Size
Font Family

Chapter 54 : Measure 54 feel my soul

* * *

Even after I finished the call with Konuma-kun, I couldn't sleep for a while.

In the pitch-black room, only the faint sound of the second hand ticking echoed.

“Ehehe...”

A silly, soft laugh escaped my lips.

Along with it, a single tear of joy almost spilled over.

I quickly pulled the blanket over my head. I hugged the joy and the pounding of my heart tightly to keep them inside.

『That is a song only Ichikawa can sing.』

To think there was someone who would truly say those words to me.

『Hey, is the band more important than your lover?』

I'm sorry, Takuto-kun.

It’s not that I actually wanted you to answer that.

I just wanted to be a troublesome woman for a moment. I just wanted some attention. I just wanted to try saying the kind of words you often hear in dramas.

Instead of pinching my cheeks to see if the world I vaguely imagined and the future were actually becoming a reality, I just said it.

But you answered so seriously, saying “That’s right,” that it became funny... and I was so happy.

Because it made me clearly understand that it wasn't a lie.

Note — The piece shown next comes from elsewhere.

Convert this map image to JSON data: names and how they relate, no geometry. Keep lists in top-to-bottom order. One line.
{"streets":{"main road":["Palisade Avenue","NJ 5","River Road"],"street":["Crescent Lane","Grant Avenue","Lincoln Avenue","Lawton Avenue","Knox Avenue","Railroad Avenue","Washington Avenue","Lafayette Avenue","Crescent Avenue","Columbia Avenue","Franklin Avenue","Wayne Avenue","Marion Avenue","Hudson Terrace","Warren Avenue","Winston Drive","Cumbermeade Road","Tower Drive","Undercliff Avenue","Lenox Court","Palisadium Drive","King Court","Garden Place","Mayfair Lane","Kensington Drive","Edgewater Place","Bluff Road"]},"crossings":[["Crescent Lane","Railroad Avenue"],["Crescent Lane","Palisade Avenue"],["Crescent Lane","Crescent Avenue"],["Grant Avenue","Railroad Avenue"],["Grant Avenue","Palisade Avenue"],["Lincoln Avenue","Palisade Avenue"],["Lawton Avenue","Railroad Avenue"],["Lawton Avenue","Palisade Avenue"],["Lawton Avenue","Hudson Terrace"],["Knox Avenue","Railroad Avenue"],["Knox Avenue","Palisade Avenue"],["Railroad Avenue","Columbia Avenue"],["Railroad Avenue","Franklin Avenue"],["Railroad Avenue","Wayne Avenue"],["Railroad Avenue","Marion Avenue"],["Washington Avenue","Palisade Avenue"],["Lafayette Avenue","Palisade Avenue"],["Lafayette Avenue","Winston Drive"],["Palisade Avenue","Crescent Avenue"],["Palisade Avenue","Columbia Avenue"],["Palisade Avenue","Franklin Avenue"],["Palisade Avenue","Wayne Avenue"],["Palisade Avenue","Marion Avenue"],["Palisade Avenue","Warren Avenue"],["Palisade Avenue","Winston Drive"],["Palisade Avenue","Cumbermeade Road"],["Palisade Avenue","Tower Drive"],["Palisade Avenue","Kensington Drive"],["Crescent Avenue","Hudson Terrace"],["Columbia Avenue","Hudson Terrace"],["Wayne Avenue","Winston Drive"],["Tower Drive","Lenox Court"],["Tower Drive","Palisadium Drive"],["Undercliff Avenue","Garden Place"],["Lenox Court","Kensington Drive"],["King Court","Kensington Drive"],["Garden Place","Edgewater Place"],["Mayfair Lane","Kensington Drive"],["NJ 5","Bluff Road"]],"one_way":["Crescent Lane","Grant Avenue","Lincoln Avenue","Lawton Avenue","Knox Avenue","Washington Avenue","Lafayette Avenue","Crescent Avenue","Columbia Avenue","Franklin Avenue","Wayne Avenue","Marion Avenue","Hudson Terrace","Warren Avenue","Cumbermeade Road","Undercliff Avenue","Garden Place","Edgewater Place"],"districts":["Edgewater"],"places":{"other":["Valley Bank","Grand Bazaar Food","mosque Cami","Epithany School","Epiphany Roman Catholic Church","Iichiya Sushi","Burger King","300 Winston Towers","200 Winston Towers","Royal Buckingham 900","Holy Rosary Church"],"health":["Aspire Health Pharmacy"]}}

Because it made me clearly understand that it wasn't a dream.

It was always like that.

The things I had given up on, the things I thought were impossible, he always picked them up and gently handed them back to me.

The first was my singing voice.

When I lost my voice, I thought I would never be able to sing my own songs for the rest of my life.

However.

『amane is my idol.』

『Let's definitely make it so you can sing again.』

He gave me the catalyst to take a step forward. He gave me the courage to step out.

And then, he gave me my singing voice once more.

The second was youth.

Without knowing love, without knowing friendship, without knowing youth, I thought I would just finish my high school life smoothly and without any trouble.

I thought I would never truly understand the reality of those emotions I heard in love songs or saw in dramas.

『Konuma-kun is my idol.』

But after meeting Konuma-kun, the world gained color.

I met everyone, and I became busy getting angry, laughing, and crying. My emotions overflowed and wouldn't stop, to the point where I couldn't handle them by myself anymore.

And then, he said something to me that felt like a dream.

『I am in love with Ichikawa Amane as a single, special girl.』

I learned of a love so great it couldn't fit inside my heart.

The third was the band.

I thought I couldn't create something with someone else, or compete with someone for the top spot, or perform together in the true sense of the word.

I thought that, in the very end, I was alone.

『A song that I, Takuto Konuma, created, with lyrics by Yuri Azuma, Sako Hasu on bass, and Ichikawa Amane singing—only then does it become this song for the first time.』

But he declared that the four of us were called a “band.”

『Right now, we've probably created the best song in the history of amane. A song that only I—no, only we—could make. I want to perform this live in a perfect state two weeks from now, no matter what.』

And then, he said that the future of the band was the most important thing to him.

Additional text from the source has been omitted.